Just got my registration aproved and am very pleased to be able to participate.
I'm from country where english is not the languague, so please bare with me on that
.
Well, i'm an early forties man. I have generalized anxiety disorder and i pretty much think it has been with all of my life.
Currently i'm a friendless, childless single man. I have had friends (very few) and girlfriends in the past; But now i'm not in such a good place.
Basically, what's been eating me lately is the fact that my life is the way it is. I'm a lonely old man, that's probably gonna end up sad and alone. Since anxiety is very strong in me, is really hard for me to not overthink things and somedays are worst than others. I forgot to mention that i'm an independant worker, so also in that regard chances of meeting people are slim at best. Also forgot to mention that i also don't have the biggest self steem. Sometimes i feel there's something about me that probably makes people think i'm not worth the trouble of getting to know me or to engage in friendship, idk… But like i said i've had friends and girlfriends (7 girlfriends). And i also sorry to say, that at least 3 or a couple of them really loved me. But i'm flawed and made mistakes, took things for granted, made bad decisions, acted wrong out stupid meaningless things, etc…

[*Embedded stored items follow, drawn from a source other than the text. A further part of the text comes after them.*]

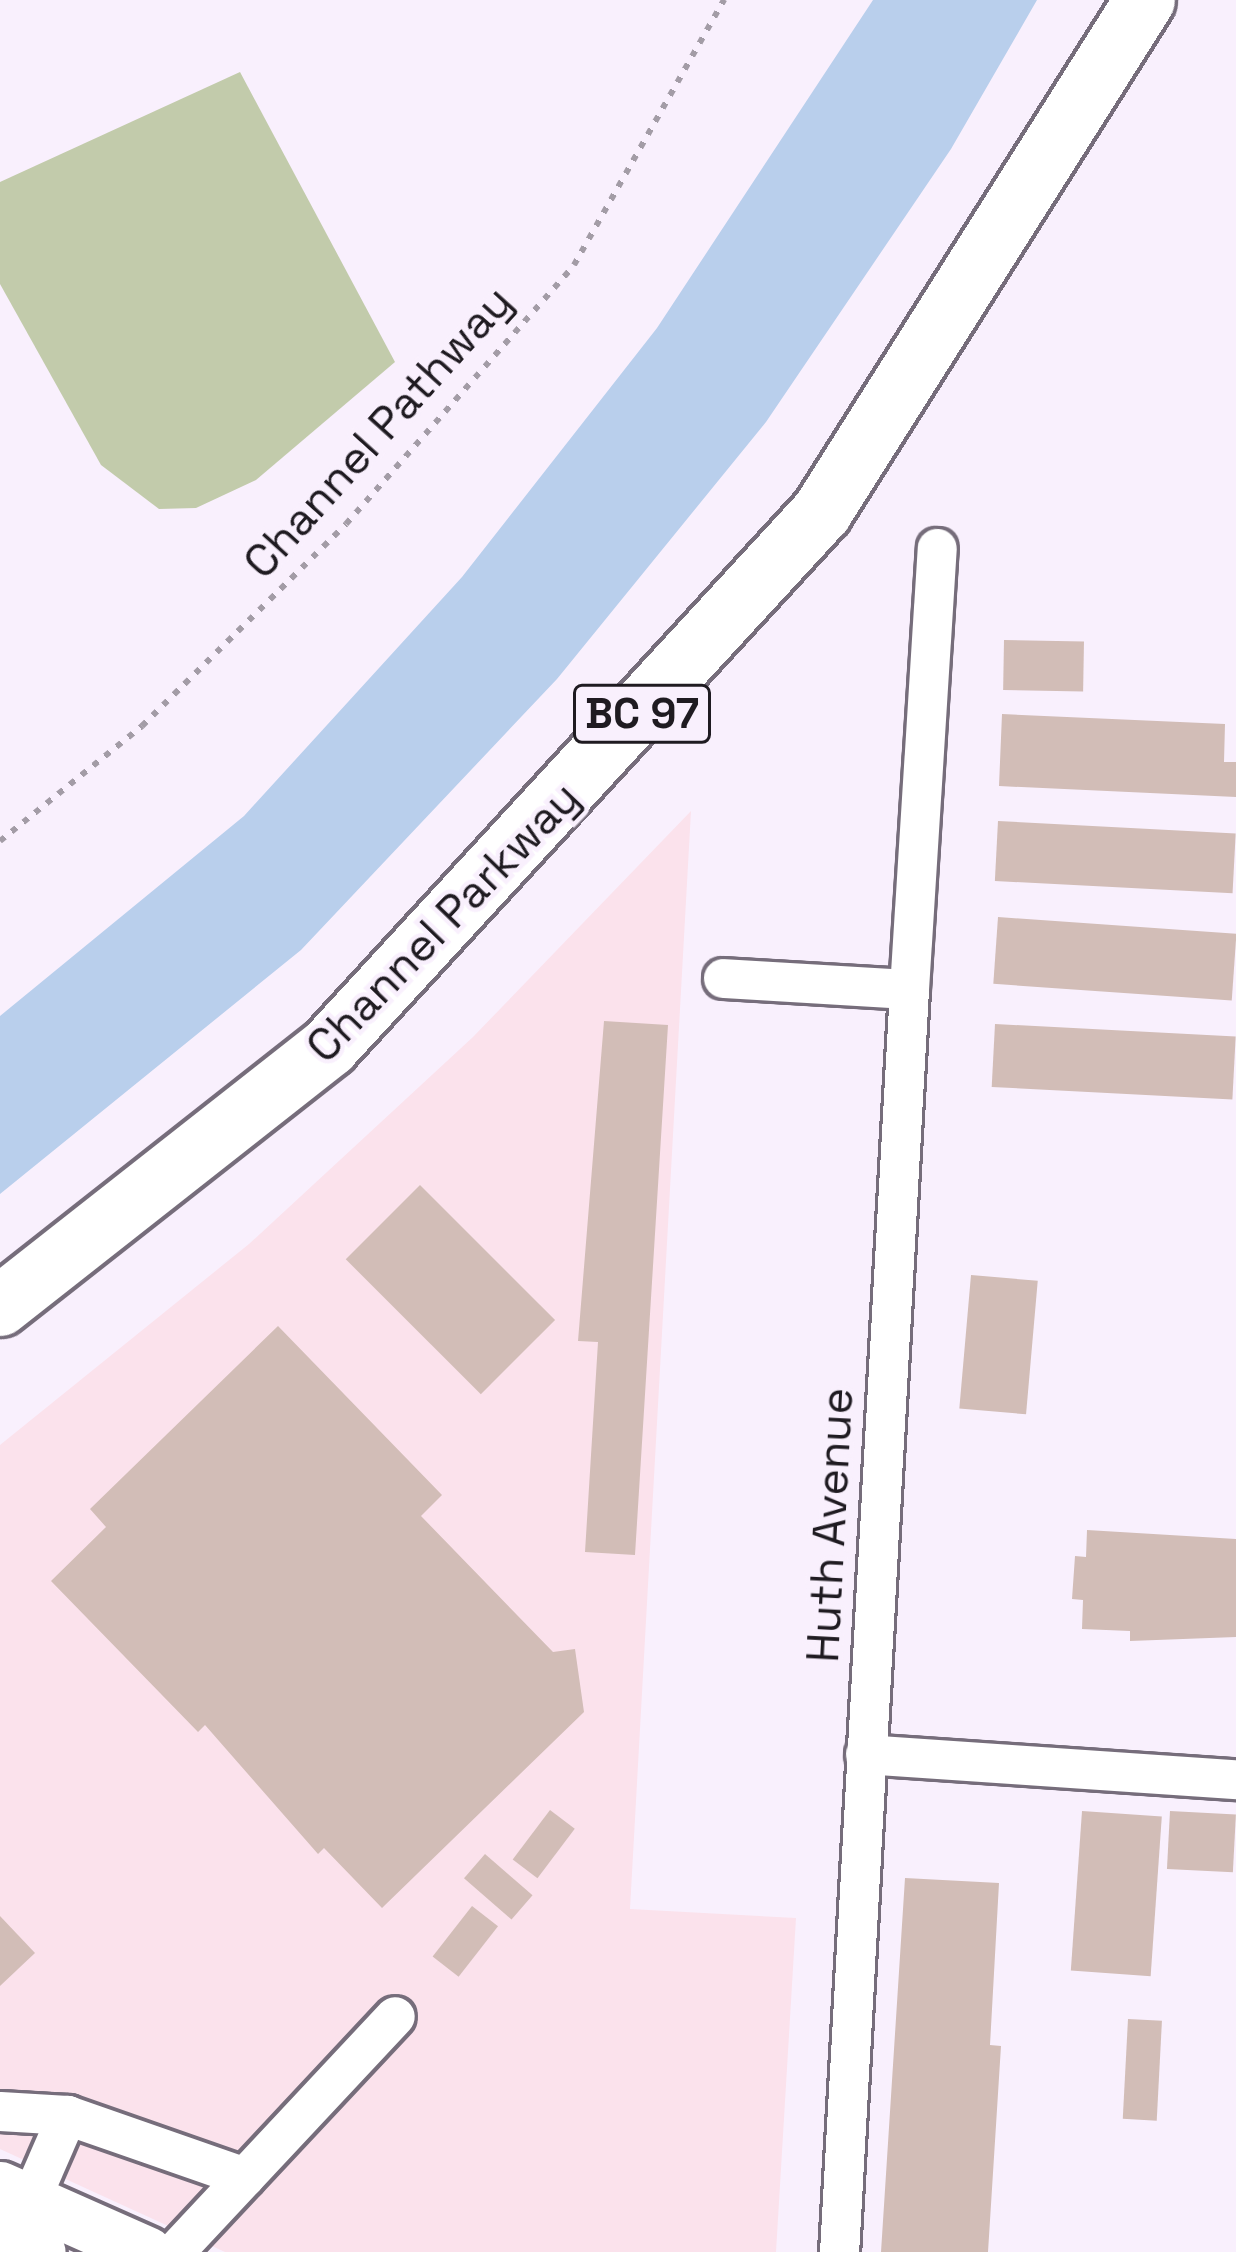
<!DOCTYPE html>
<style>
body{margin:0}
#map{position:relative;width:1236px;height:2252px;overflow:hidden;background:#f9f0fd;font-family:"Space Grotesk",sans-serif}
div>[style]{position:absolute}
.commercial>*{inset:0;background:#fbe2ec}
.green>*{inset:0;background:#c2cbab}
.water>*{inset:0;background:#b9cfec}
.building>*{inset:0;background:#d2bdb7;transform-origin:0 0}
.path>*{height:6px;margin-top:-3px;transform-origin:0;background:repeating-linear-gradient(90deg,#a39ca6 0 6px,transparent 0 15px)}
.roads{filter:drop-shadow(3px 0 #766d7b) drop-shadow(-3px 0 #766d7b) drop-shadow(0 3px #766d7b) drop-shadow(0 -3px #766d7b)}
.minor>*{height:39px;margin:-19.5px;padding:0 19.5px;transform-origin:19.5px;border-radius:19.5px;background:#fff}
.major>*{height:51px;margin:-25.5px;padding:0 25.5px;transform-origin:25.5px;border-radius:25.5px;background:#fff}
.highway>*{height:60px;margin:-30px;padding:0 30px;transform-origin:30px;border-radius:30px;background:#fff}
span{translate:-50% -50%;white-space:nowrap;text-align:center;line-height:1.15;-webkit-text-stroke:9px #f9f0fd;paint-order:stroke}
.shield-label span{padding:3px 9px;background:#f9f0fd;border:3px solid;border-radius:9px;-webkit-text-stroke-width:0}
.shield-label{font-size:42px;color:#1f1b21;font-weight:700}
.street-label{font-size:45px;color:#1f1b21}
</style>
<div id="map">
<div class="commercial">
<i style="clip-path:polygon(691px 811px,630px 1909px,796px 1918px,776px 2252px,225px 2252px,0 2149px,0 1445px,249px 1244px,473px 1037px)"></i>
</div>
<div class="green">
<i style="clip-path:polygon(240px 72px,395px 362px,256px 480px,196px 508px,159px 509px,101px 465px,0 284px,0 182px)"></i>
</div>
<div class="water">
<i style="clip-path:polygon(873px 0,1037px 0,951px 149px,766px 422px,557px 679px,301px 950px,0 1194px,0 1016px,244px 816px,462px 577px,657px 328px)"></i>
</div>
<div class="building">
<i style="left:1004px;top:640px;width:80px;height:50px;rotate:1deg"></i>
<i style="clip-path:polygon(1002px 714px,1225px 724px,1224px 762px,1236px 762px,1236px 797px,999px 786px)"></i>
<i style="left:998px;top:821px;width:238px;height:60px;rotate:3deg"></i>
<i style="left:998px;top:917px;width:239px;height:67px;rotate:4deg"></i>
<i style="clip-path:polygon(604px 1021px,668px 1025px,635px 1555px,585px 1552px,598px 1342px,578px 1341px)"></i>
<i style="left:995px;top:1024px;width:241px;height:63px;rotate:3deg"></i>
<i style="left:420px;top:1185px;width:191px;height:105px;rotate:45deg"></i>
<i style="left:971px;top:1275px;width:67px;height:134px;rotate:5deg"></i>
<i style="clip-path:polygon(278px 1326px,442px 1495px,421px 1516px,553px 1652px,575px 1649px,584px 1712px,382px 1908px,324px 1848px,318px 1854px,205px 1725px,198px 1732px,51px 1581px,106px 1527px,90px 1509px)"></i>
<i style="clip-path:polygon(1087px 1530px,1236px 1539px,1236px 1637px,1130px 1641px,1130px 1631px,1082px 1629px,1083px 1600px,1072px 1599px,1075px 1556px,1086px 1557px)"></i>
<i style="left:550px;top:1810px;width:31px;height:62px;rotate:37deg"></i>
<i style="left:1082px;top:1811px;width:80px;height:160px;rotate:4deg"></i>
<i style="left:1170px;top:1811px;width:66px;height:58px;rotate:3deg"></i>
<i style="left:485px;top:1854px;width:63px;height:32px;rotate:41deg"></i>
<i style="clip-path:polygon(905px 1878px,999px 1883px,990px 2045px,1001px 2046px,988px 2252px,881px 2252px)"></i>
<i style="left:472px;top:1906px;width:33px;height:64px;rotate:38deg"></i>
<i style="clip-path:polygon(0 1916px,35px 1953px,0 1986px)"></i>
<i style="left:1128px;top:2019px;width:34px;height:100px;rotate:3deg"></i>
</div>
<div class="path">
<i style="left:0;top:841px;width:183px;rotate:-39deg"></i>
<i style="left:142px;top:726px;width:287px;rotate:-44.7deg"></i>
<i style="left:346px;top:524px;width:345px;rotate:-48.6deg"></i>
<i style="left:574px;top:265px;width:305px;rotate:-60.5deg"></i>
</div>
<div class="roads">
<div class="minor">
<i style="left:723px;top:978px;width:186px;rotate:3.4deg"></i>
<i style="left:909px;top:989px;width:1265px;rotate:93.17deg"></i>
<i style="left:909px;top:989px;width:442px;rotate:-86.4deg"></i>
<i style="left:865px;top:1754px;width:372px;rotate:3.9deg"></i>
<i style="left:0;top:2111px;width:67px;rotate:3.4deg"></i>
<i style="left:67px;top:2115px;width:188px;rotate:19.2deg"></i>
<i style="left:30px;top:2200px;width:93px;rotate:-66.5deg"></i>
<i style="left:174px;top:2252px;width:323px;rotate:-46.9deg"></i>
</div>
<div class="major">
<i style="left:0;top:2187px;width:161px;rotate:23.9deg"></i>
<i style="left:0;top:2235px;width:43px;rotate:23deg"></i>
</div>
<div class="highway">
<i style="left:0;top:1306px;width:419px;rotate:-38.2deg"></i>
<i style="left:329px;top:1047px;width:728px;rotate:-47.34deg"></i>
<i style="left:822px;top:512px;width:605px;rotate:-57.75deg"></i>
</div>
</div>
<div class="shield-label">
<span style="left:642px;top:714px">BC 97</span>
</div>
<div class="street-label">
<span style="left:378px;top:432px;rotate:-48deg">Channel Pathway</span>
<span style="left:443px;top:922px;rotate:-46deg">Channel Parkway</span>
<span style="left:830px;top:1525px;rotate:-87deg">Huth Avenue</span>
</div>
</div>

So here i am, a lonely sad old man child.
Since i've always struggled with GAD, life hasn't been very easy to live and often, during bad times i have thought about leaving this world, but never to the point of attempt.
I still haven't attempted (is this a word?) but know i found myself looking into actual information on how to do it effectively, peacefully, without leaving a mess and hopefully with as little pain posible.
I feel very hopeless. I feel frightened of a lonely existence and also frightened to do anything to stop the emotional pain.
Since anxiety is strong on this one, fear tends to be more accute? I wanna say? Idk.
Well, thanks to anyone who took the time to read this, probably didn't paint the whole picture, but i think i made pretty good effort.
Cheers.
Edit: I know there's probably people with worst problems than me and if you are one of those people, i'm sorry for whatever is causing you pain and hope you, somehow, find relief.